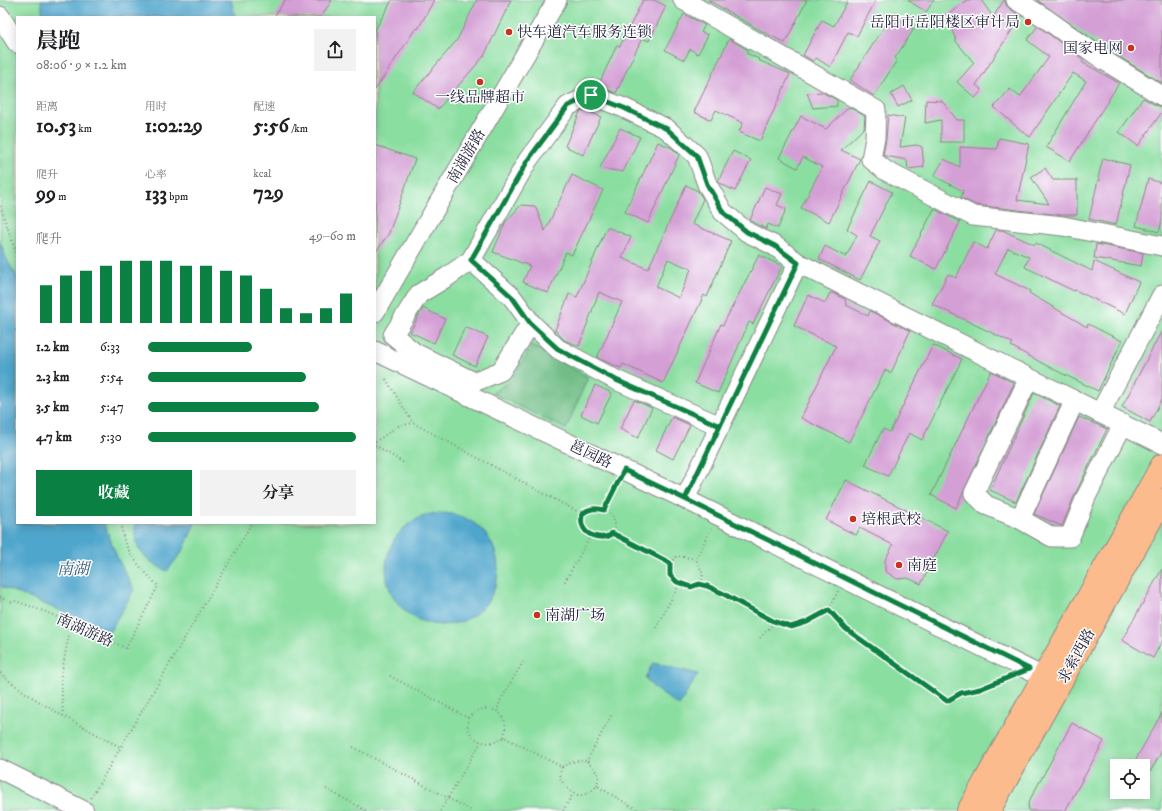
<!DOCTYPE html>
<html lang="zh">
<meta charset="utf-8">
<style>
:root{--surface:#fff;--page:#f2f2f2;--text:#202124;--muted:#757577;--accent:#0b8043}
body{margin:0;font-family:"IM FELL DW Pica","Noto Serif SC",serif;background:var(--page);color:var(--text);height:100vh;display:flex;flex-direction:column;font-size:15px;white-space:nowrap}
*{box-sizing:border-box;margin:0}
p{font-size:13px;color:var(--muted)}
.icon{flex:none;width:22px;height:22px;fill:none;stroke:currentColor;stroke-width:2;stroke-linecap:round;stroke-linejoin:round}
.map{position:relative;flex:1;overflow:hidden}
.panel{position:absolute;left:16px;top:16px;width:360px;height:508px;display:flex;flex-direction:column;background:var(--surface);border-radius:0px;box-shadow:0 2px 10px #0003}
.panel>*{flex:none}
.tools{position:absolute;left:1110px;top:759px;display:grid;gap:8px}
.tools a{display:grid;place-items:center;width:40px;height:40px;border-radius:0px;background:var(--surface);box-shadow:0 2px 10px #0003;font-size:20px}
.pin{position:absolute;display:grid;place-items:center;width:34px;height:34px;color:#fff;margin:-17px;border:2px solid #fff;border-radius:50%;box-shadow:0 1px 4px #0007}
.round{display:grid;place-items:center;flex:none;width:42px;height:42px;border-radius:0px;background:var(--page)}
.headline{display:flex;align-items:center;justify-content:space-between;height:68px;padding:0 20px}
h1{font-size:22px;font-weight:700;line-height:30px}
.figures{display:grid;grid-template-columns:repeat(3,1fr);gap:6px;height:68px;padding:4px 20px}
.figures div{display:grid;align-content:center}
.figures b{font-size:20px;font-weight:700}
.figures small{font-size:11px;font-weight:400}
.figures p{font-size:11px}
.chart{height:112px;padding:8px 20px}
.chart p{display:flex;justify-content:space-between}
.chart svg{width:100%;height:72px;margin-top:4px;stroke:var(--accent);stroke-width:6}
.primary-button{display:flex;gap:8px;margin-top:auto;padding:8px 20px}
.primary-button a{flex:1;height:46px;border-radius:0px;background:var(--accent);color:#fff;font-size:16px;font-weight:700;line-height:46px;text-align:center}
.primary-button a+a{background:var(--page);color:var(--text)}
ul{padding:0 20px;list-style:none;font-size:13px}
li{display:grid;grid-template-columns:64px 48px 1fr;align-items:center;height:30px}
li i{height:10px;border-radius:5px;background:var(--accent)}
.map>svg:first-child{display:block}
</style>
<div class="map">
<svg width="1162" height="811" viewBox="0 0 1162 811">
<rect width="100%" height="100%" fill="#fff"/>
<filter id="ink" filterUnits="userSpaceOnUse"><feTurbulence type="fractalNoise" baseFrequency=".025" numOctaves="2"/><feDisplacementMap in="SourceGraphic" scale="8" xChannelSelector="R" yChannelSelector="G"/><feConvolveMatrix kernelMatrix="1 2 1 2 8 2 1 2 1" color-interpolation-filters="sRGB"/></filter>
<filter id="wash" filterUnits="userSpaceOnUse"><feTurbulence type="fractalNoise" baseFrequency=".012" numOctaves="4" result="noise"/><feDisplacementMap in="SourceGraphic" scale="16" xChannelSelector="R" yChannelSelector="G"/><feGaussianBlur stdDeviation="0.9" result="paint"/><feColorMatrix in="noise" values="0 0 0 0 0 0 0 0 0 0 0 0 0 0 0 0 0 1.4 0 .05"/><feComposite in="paint" operator="in"/></filter>
<g filter="url(#wash)">
<rect width="100%" height="100%" fill="#f0ebd2"/>
<path fill="#8adea0" stroke="#56806e" fill-rule="evenodd" d="M 0,0 L 1162,0 L 1162,811 L 0,811 ZM 17,17 L 375,17 L 375,523 L 17,523 ZM 1117,766 L 1143,766 L 1143,792 L 1117,792 Z"/>
<polygon fill="#6fbd86" stroke="#487060" points="532,346 588,377 566,429 492,393 511,380"/>
<g fill="#50a6cc" stroke="#396484">
<polygon points="41,0 231,0 235,14 233,17 43,17"/>
<polygon points="0,241 7,260 17,277 17,523 104,523 117,557 134,590 110,631 0,586"/>
<circle cx="442" cy="569" r="56"/>
<path d="M 135,523 L 195,523 L 184,549 L 167,571 C 147,562 131,548 135,523 Z"/>
<polygon points="653,663 698,674 679,706 654,688 645,678"/>
</g>
<g id="blocks">
<g fill="#d49fd5" fill-rule="evenodd">
<polygon points="285,0 332,0 321,17 274,17"/>
<polygon points="392,0 434,0 418,29 416,28 375,90 375,30"/>
<polygon points="477,0 511,0 484,56 438,109 413,92 457,40"/>
<polygon points="643,0 654,0 666,6 649,41 642,38 616,93 598,86 617,45 620,46"/>
<polygon points="708,0 807,0 785,43 758,29"/>
<polygon points="848,0 876,0 857,36 848,32 830,67 816,58 813,61 803,55 822,20 834,26"/>
<polygon points="908,0 934,0 926,12"/>
<polygon points="967,0 981,0 993,17 1004,0 1005,0 1006,5 1010,9 1021,16 976,85 982,90 975,98 957,82 974,63 955,40 956,40 946,16"/>
<polygon points="1037,0 1162,0 1162,83 1108,50"/>
<polygon points="684,14 705,25 701,32 708,35 698,54 690,49 684,60 665,50"/>
<polygon points="892,15 914,29 895,58 897,60 874,96 850,80"/>
<polygon points="1038,26 1084,60 1082,62 1119,83 1070,161 1046,147 1086,81 1073,73 1030,137 1023,132 994,107 1010,89 1020,97 1049,57 1027,40"/>
<polygon points="729,39 748,50 746,53 759,59 758,60 790,74 760,141 739,132 743,123 716,110 711,120 694,112"/>
<polygon points="904,86 912,100 898,107 891,94"/>
<polygon points="822,92 837,100 837,106 813,108 807,93"/>
<polygon points="1143,98 1155,105 1162,107 1162,112 1138,146 1119,132"/>
<polygon points="926,100 942,101 957,120 964,120 964,142 941,142 941,120 925,123"/>
<polygon points="849,107 865,116 864,128 841,150 860,159 829,222 801,208 822,167 803,157 797,168 779,158 801,116 826,129"/>
<polygon points="586,110 601,117 583,155 565,146 580,112"/>
<polygon points="888,115 905,118 900,147 917,145 922,147 924,167 908,169 907,160 885,156 883,155 886,140"/>
<polygon points="620,128 640,137 623,172 600,168"/>
<polygon points="999,138 1029,144 1017,200 1049,204 1031,177 1045,168 1053,180 1077,180 1077,215 1060,215 976,205 961,198 963,191 934,176 944,159 960,167 960,147 997,149"/>
<polygon points="658,142 672,148 679,155 648,223 625,212"/>
<polygon points="375,145 415,159 389,233 375,253"/>
<polygon points="733,151 751,160 735,191 719,183 718,181"/>
<polygon points="1103,158 1130,165 1116,225 1089,219 1098,180 1101,180 1098,178"/>
<polygon points="572,175 603,190 572,255 566,252 548,293 523,282 530,266 493,252 505,223 521,205 535,206 545,231"/>
<polygon points="1148,179 1162,183 1162,221 1159,232 1136,226"/>
<polygon points="871,181 892,192 870,236 880,241 860,280 819,259 825,246 846,257 857,235 847,229"/>
<path d="M 686,185 L 698,191 L 703,199 L 692,224 L 731,241 L 707,297 L 704,295 L 663,383 L 623,364 L 621,368 L 597,358 L 622,302 L 599,292 L 579,346 L 564,340 L 555,330 L 569,294 L 577,297 L 607,227 L 631,237 L 622,258 L 648,269 ZM 668,259 L 691,269 L 679,298 L 656,287 Z"/>
<polygon points="765,187 782,194 777,205 786,209 778,228 768,224 766,229 750,220"/>
<polygon points="934,209 960,222 936,269 910,256"/>
<polygon points="996,230 1002,230 1035,245 1036,243 1092,271 1094,261 1139,282 1125,314 1075,290 1074,291 1025,267 1029,257 1008,248 995,274 1030,291 1029,293 1087,327 1088,324 1122,341 1098,391 1051,368 1011,346 1013,343 932,304 948,274 956,278 973,242 987,249"/>
<polygon points="1096,244 1143,253 1141,266 1094,258"/>
<polygon points="759,255 782,266 753,324 749,322 718,393 695,383 721,324 723,325"/>
<polygon points="830,293 833,293 845,299 846,305 868,316 870,311 910,331 891,373 885,370 849,442 801,418 836,346 794,326 808,295 825,303"/>
<polygon points="423,308 445,319 434,343 410,332"/>
<polygon points="465,327 488,337 475,366 452,355"/>
<polygon points="1162,330 1162,399 1150,422 1122,407"/>
<polygon points="933,345 962,359 922,440 909,433 888,476 865,465 883,429 890,432"/>
<polygon points="991,371 1014,383 956,508 931,495"/>
<polygon points="595,385 612,393 597,423 581,415"/>
<polygon points="1034,393 1060,406 1016,502 990,490"/>
<polygon points="634,400 652,408 638,438 620,429"/>
<polygon points="672,417 690,425 673,459 656,450"/>
<polygon points="1079,417 1107,429 1076,492 1062,526 1034,514"/>
<polygon points="846,480 948,531 921,584 908,578 897,579 885,571 885,560 893,545 860,528 856,535 826,520"/>
<polygon points="1162,569 1162,641 1153,658 1122,640"/>
<polygon points="1162,713 1162,751 1143,784 1143,766 1132,766"/>
<polygon points="1072,723 1104,741 1065,811 1029,811 1028,803"/>
</g>
</g>
</g>
<g filter="url(#ink)">
<use href="#blocks" fill-opacity="0" stroke="#898686" stroke-width="1"/>
<g fill="none" stroke-linecap="round" stroke-linejoin="round">
<g stroke="#898686" stroke-width="21">
<g id="minor">
<polyline points="683,0 876,110 875,138 871,159 886,171 973,216 1063,226 1162,246"/>
<polyline points="1016,0 1045,18 1102,59 1162,96"/>
<polyline points="0,16 17,43"/>
<polyline points="471,260 447,277 419,294 393,335 415,353 474,382 501,371 531,323"/>
<polyline points="375,312 557,0"/>
<polyline points="375,351 685,499 1043,677"/>
<polyline points="1029,378 974,493 986,505 1020,519 1052,537 1070,537 1086,497 1123,424"/>
<polyline points="1100,413 1162,295"/>
<polyline points="720,426 616,380 558,349 531,323 512,297 471,260 528,160 568,106 591,95 624,108 667,129 697,156 707,184 723,212 747,232 775,246 798,263"/>
<polyline points="685,499 798,263 1162,444"/>
<polyline points="1020,519 1075,400"/>
<polyline points="0,769 84,811"/>
</g>
</g>
<g stroke="#898686" stroke-width="24">
<g id="major">
<polyline points="968,811 1162,465"/>
<polyline points="989,811 1162,500"/>
</g>
</g>
<g stroke="#898686" stroke-width="2" stroke-dasharray="1 3" stroke-linecap="butt">
<polyline points="17,112 17,113"/>
<polyline points="0,206 17,255"/>
<path d="M 386,379 L 413,423 L 582,514 C 581,524 584,528 591,535 L 564,583"/>
<polyline points="375,442 398,426 413,423"/>
<polyline points="375,445 404,463"/>
<path d="M 582,514 C 589,508 595,508 604,511 L 618,483"/>
<path d="M 612,533 L 670,563 C 672,573 668,579 680,583 L 655,630"/>
<path d="M 591,535 C 600,539 616,539 615,524 C 615,522 613,518 612,515 L 604,511"/>
<polyline points="670,563 677,556 696,559"/>
<polyline points="680,583 691,587 699,584 707,586 722,593 738,602 773,621 791,627 807,622 829,610 838,591"/>
<polyline points="701,584 703,574 696,559 711,529"/>
<path d="M 0,597 L 10,602 L 16,601 L 46,612 L 126,648 L 158,586 C 144,571 117,545 123,523"/>
<polyline points="829,610 846,629 947,701 961,693 980,689 1008,678"/>
<polyline points="71,624 61,676 63,716 120,747"/>
<polyline points="760,638 775,622"/>
<path d="M 0,673 C 19,690 41,703 63,716"/>
<path d="M 390,676 L 468,718 C 468,720 467,725 468,727 C 472,744 492,747 504,737 L 562,767 L 559,777 C 570,794 580,803 597,786 L 639,811"/>
<path d="M 468,718 C 478,708 485,707 497,711"/>
<path d="M 504,737 C 506,725 507,719 497,711 L 500,701 L 523,662"/>
<polyline points="353,747 472,811"/>
<path d="M 562,767 C 571,762 576,760 587,761"/>
<polyline points="597,786 599,775 587,761 612,714"/>
<polyline points="326,789 367,811"/>
<polyline points="91,798 252,523"/>
<polyline points="440,811 481,742"/>
<polyline points="563,811 573,794"/>
</g>
<use href="#minor" stroke="#fff" stroke-width="19"/>
<use href="#major" stroke="#fbbb8d" stroke-width="22"/>
</g>
</g>
<g fill="none" stroke-linecap="round" stroke-linejoin="round" filter="url(#ink)">
<g stroke="#fff" stroke-width="8">
<path id="route" d="M 591,95 L 624,108 L 667,129 L 697,156 L 707,184 L 723,212 L 747,232 L 775,246 L 798,263 L 685,499 L 624,470 L 604,510 C 595,508 589,508 582,514 C 582,517 581,521 582,524 C 585,536 599,539 609,536 L 612,533 L 670,563 L 670,575 L 677,582 L 691,587 L 699,584 L 707,586 L 722,593 L 738,602 L 773,621 L 791,627 L 807,622 L 829,610 L 846,629 L 947,701 L 961,693 L 980,689 L 1029,669 L 685,499 L 720,426 L 616,380 L 558,349 L 531,324 L 512,297 L 471,260 L 528,160 L 568,106 L 591,95"/>
</g>
<use href="#route" stroke="#0b8043" stroke-width="5"/>
</g>
<g fill="#c8321e" stroke="#fff" stroke-width="1.5">
<circle cx="1028" cy="22" r="4"/>
<circle cx="509" cy="32" r="4"/>
<circle cx="1131" cy="48" r="4"/>
<circle cx="480" cy="82" r="4"/>
<circle cx="853" cy="519" r="4"/>
<circle cx="899" cy="565" r="4"/>
<circle cx="537" cy="615" r="4"/>
</g>
<g text-anchor="middle" stroke-width="3" stroke-linejoin="round" paint-order="stroke">
<g font-size="15" fill="#22223b" stroke="#fff" text-anchor="start">
<text x="1020" y="27" text-anchor="end">岳阳市岳阳楼区审计局</text>
<text x="517" y="37">快车道汽车服务连锁</text>
<text x="1123" y="53" text-anchor="end">国家电网</text>
<text x="480" y="102" text-anchor="middle">一线品牌超市</text>
<text x="861" y="524">培根武校</text>
<text x="907" y="570">南庭</text>
<text x="545" y="620">南湖广场</text>
</g>
<g font-size="15" fill="#22223b" stroke="#fff">
<text transform="translate(466 156) rotate(-60)" y="5">南湖游路</text>
<text transform="translate(591 454) rotate(26)" y="5">邕园路</text>
<text transform="translate(85 630) rotate(24)" y="5">南湖游路</text>
<text transform="translate(1076 656) rotate(-61)" y="5">求索西路</text>
</g>
<g font-size="16" font-style="italic" fill="#375d7c" stroke="#fff">
<text x="73" y="574">南湖</text>
</g>
</g>
</svg>
<div class="tools">
<a><svg class="icon" aria-label="locate" viewBox="0 0 24 24"><circle cx="12" cy="12" r="6"/><path d="M12 2v4M12 18v4M2 12h4M18 12h4"/></svg></a>
</div>
<div class="pin" style="left:591px;top:95px;background:#1e9e55"><svg class="icon" aria-label="arrive" viewBox="0 0 24 24"><path d="M6 21V4h12l-3 4 3 4H6"/></svg></div>
<section class="panel">
<div class="headline"><div><h1>晨跑</h1><p>08:06 · 9 × 1.2 km</p></div><a class="round"><svg class="icon" aria-label="share" viewBox="0 0 24 24"><path d="M12 15V3M7 8l5-5 5 5M5 13v7h14v-7"/></svg></a></div>
<div class="figures">
<div><p>距离</p><b>10.53<small> km</small></b></div>
<div><p>用时</p><b>1:02:29</b></div>
<div><p>配速</p><b>5:56<small> /km</small></b></div>
</div>
<div class="figures">
<div><p>爬升</p><b>99<small> m</small></b></div>
<div><p>心率</p><b>133<small> bpm</small></b></div>
<div><p>kcal</p><b>729</b></div>
</div>
<div class="chart"><p><span>爬升</span>49–60 m</p>
<svg viewBox="0 0 160 44" preserveAspectRatio="none"><path d="M5 44V21M15 44V15M25 44V12M35 44V9M45 44V6M55 44V6M65 44V6M75 44V9M85 44V9M95 44V12M105 44V15M115 44V23M125 44V35M135 44V38M145 44V35M155 44V26"/></svg>
</div>
<ul>
<li><b>1.2 km</b>6:33<i style="width:50%"></i></li>
<li><b>2.3 km</b>5:54<i style="width:76%"></i></li>
<li><b>3.5 km</b>5:47<i style="width:82%"></i></li>
<li><b>4.7 km</b>5:30<i style="width:100%"></i></li>
</ul>
<div class="primary-button"><a>收藏</a><a>分享</a></div>
</section>
</div>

+--

§ Exercise objective:
Look through the listing above and copy each line where the string "style" occurs.

§ Written answer:
<style>
ul{padding:0 20px;list-style:none;font-size:13px}
</style>
<g font-size="16" font-style="italic" fill="#375d7c" stroke="#fff">
<div class="pin" style="left:591px;top:95px;background:#1e9e55"><svg class="icon" aria-label="arrive" viewBox="0 0 24 24"><path d="M6 21V4h12l-3 4 3 4H6"/></svg></div>
<li><b>1.2 km</b>6:33<i style="width:50%"></i></li>
<li><b>2.3 km</b>5:54<i style="width:76%"></i></li>
<li><b>3.5 km</b>5:47<i style="width:82%"></i></li>
<li><b>4.7 km</b>5:30<i style="width:100%"></i></li>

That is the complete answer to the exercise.